## Work required
Please copy the leading lines of the entries below exactly, concluding with the line in which "Map reading. Give" occurs.

## Dataset entries
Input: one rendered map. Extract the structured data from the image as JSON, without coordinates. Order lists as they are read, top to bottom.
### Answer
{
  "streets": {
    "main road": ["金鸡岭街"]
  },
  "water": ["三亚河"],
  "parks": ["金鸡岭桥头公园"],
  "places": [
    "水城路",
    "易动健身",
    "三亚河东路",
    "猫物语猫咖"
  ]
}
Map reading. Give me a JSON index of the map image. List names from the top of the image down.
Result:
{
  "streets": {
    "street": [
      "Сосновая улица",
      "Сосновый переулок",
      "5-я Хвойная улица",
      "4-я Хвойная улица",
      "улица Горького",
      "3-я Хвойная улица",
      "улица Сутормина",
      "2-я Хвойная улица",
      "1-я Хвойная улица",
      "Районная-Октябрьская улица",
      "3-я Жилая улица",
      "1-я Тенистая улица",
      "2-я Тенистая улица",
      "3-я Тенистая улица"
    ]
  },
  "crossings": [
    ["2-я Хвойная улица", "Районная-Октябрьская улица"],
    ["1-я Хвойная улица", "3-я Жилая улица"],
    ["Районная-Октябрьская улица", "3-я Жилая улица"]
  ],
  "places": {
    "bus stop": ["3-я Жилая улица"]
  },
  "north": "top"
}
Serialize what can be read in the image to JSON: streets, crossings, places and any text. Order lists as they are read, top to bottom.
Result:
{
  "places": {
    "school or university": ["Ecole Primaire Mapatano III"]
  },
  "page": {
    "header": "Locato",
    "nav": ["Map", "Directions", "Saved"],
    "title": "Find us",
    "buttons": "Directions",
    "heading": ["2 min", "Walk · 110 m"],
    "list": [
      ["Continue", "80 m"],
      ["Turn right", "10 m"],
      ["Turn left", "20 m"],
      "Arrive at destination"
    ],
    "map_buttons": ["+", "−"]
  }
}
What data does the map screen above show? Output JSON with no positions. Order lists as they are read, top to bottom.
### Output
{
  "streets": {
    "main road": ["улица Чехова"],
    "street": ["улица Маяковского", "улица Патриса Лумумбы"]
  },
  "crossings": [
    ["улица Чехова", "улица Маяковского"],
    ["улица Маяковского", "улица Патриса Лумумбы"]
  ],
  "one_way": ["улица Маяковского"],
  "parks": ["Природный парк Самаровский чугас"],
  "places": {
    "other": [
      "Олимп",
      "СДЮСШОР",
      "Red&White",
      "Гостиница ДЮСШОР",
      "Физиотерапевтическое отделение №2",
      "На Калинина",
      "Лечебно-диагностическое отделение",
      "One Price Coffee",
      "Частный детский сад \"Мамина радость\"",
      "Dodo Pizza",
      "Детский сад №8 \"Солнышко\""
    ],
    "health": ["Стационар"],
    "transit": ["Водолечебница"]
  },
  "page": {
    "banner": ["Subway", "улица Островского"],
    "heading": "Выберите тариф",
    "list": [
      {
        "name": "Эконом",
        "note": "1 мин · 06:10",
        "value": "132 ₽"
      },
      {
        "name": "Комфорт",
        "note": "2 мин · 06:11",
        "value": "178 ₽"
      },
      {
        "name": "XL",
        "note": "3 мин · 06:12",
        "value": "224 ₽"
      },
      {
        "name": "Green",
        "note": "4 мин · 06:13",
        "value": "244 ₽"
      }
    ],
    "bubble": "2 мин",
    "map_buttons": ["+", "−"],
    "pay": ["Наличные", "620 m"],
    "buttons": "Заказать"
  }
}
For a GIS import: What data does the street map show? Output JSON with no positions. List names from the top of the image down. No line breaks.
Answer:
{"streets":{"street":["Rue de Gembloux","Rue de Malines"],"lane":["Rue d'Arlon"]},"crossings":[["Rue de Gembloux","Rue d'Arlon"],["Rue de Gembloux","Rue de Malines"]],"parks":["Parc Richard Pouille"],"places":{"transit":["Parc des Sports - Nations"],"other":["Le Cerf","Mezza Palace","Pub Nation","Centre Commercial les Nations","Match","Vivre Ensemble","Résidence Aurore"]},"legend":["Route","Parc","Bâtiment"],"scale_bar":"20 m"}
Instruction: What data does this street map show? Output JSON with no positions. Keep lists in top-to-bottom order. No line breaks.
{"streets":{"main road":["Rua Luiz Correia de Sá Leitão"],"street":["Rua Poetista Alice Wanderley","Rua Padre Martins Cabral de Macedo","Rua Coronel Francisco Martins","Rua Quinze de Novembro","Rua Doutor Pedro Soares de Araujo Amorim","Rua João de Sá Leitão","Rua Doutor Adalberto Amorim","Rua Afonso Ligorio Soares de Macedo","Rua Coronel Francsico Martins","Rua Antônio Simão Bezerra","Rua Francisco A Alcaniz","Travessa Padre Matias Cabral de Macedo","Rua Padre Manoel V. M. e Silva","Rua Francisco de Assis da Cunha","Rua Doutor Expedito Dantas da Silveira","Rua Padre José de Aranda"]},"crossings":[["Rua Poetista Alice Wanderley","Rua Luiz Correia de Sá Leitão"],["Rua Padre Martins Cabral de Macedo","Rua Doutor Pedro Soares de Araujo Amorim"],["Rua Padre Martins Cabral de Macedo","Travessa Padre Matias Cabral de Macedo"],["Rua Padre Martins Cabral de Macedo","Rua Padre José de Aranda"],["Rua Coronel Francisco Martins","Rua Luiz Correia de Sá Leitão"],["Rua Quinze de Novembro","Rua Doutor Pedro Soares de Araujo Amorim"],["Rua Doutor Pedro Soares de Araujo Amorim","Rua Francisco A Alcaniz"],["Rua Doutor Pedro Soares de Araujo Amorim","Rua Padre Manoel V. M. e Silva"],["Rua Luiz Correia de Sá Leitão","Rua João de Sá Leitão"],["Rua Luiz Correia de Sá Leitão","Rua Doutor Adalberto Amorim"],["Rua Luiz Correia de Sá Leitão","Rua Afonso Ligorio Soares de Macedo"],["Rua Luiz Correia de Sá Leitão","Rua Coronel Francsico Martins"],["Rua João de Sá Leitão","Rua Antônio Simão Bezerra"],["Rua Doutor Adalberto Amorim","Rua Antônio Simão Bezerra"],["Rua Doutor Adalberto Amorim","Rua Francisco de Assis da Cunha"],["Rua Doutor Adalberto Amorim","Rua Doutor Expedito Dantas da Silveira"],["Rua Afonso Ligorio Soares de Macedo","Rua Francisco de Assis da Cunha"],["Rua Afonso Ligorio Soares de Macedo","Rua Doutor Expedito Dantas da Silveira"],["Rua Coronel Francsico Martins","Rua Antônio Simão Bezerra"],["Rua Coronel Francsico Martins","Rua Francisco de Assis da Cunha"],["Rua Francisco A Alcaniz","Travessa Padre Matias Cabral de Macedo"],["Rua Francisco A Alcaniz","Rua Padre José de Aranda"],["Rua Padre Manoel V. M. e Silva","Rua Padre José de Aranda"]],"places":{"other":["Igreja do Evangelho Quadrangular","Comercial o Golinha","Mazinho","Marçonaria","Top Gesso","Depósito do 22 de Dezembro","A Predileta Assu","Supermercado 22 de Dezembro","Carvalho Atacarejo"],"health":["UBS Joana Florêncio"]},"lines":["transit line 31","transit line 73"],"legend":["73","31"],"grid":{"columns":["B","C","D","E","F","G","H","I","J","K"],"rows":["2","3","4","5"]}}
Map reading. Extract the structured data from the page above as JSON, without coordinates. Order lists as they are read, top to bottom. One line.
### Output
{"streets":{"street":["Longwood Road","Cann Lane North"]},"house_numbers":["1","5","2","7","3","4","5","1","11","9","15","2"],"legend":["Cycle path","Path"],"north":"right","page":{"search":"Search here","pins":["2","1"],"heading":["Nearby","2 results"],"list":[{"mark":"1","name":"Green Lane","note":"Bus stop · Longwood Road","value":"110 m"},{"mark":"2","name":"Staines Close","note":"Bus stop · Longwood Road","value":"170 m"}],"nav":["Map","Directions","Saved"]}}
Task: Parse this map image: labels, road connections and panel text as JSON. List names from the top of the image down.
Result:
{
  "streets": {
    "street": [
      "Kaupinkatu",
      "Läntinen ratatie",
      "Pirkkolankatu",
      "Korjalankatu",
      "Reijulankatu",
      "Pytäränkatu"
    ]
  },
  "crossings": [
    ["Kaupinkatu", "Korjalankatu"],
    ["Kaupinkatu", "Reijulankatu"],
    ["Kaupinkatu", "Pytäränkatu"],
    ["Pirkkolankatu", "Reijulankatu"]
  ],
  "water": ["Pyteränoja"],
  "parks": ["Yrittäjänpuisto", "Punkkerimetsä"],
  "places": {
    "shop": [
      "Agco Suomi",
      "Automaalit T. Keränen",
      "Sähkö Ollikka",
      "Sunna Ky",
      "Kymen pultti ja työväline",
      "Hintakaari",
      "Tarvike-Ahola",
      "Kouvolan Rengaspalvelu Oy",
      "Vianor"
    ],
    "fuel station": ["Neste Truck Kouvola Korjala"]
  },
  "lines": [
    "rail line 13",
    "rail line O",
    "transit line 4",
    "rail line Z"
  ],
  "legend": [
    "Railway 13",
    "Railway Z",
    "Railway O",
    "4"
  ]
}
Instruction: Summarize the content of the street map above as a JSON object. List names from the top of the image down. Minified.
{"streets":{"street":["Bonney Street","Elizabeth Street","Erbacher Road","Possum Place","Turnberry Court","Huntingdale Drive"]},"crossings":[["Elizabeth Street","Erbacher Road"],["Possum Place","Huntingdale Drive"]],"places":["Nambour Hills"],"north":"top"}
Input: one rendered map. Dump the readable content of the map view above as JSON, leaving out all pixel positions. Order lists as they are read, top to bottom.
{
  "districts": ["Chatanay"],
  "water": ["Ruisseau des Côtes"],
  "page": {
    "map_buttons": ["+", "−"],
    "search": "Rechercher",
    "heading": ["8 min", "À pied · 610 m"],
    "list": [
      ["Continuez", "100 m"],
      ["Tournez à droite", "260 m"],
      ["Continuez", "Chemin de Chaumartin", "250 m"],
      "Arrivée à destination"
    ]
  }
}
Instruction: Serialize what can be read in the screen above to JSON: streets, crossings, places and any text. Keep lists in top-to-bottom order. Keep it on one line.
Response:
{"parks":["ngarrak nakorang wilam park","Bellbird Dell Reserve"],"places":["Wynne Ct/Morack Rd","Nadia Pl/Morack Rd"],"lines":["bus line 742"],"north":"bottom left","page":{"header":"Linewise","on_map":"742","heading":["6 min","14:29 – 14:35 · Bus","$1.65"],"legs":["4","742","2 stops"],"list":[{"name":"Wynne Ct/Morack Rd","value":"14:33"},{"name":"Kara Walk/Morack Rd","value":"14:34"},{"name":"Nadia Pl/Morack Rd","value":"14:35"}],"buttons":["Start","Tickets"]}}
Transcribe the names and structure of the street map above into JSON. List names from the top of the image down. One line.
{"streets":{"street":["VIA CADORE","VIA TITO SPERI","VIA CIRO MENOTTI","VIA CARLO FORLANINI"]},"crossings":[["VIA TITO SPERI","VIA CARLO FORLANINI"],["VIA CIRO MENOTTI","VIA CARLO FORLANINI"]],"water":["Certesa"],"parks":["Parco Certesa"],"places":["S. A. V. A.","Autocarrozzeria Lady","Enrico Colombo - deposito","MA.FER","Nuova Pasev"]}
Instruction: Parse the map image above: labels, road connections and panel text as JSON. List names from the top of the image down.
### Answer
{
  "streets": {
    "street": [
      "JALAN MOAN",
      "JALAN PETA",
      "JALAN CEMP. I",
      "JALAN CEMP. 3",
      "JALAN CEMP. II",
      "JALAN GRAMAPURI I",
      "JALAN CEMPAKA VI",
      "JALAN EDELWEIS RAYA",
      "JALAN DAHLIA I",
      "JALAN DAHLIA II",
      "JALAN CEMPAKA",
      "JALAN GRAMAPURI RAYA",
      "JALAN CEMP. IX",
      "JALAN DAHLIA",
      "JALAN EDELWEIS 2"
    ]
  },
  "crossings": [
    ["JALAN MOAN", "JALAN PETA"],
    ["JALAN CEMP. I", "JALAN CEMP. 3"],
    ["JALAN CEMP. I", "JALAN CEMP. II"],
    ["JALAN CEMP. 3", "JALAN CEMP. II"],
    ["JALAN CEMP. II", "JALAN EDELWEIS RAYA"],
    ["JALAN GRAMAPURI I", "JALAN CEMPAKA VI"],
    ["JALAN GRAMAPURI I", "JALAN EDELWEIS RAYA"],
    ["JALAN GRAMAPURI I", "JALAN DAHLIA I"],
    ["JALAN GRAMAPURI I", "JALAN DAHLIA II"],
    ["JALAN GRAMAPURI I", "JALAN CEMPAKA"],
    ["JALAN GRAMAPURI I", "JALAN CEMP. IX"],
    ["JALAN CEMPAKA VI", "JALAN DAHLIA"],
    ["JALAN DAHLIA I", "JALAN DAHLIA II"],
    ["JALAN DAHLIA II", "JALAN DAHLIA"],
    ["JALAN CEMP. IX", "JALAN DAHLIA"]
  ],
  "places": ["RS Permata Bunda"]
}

## Exercise solution
Input: one rendered map. Extract the structured data from the image as JSON, without coordinates. Order lists as they are read, top to bottom.
### Answer
{
  "streets": {
    "main road": ["金鸡岭街"]
  },
  "water": ["三亚河"],
  "parks": ["金鸡岭桥头公园"],
  "places": [
    "水城路",
    "易动健身",
    "三亚河东路",
    "猫物语猫咖"
  ]
}
Map reading. Give me a JSON index of the map image. List names from the top of the image down.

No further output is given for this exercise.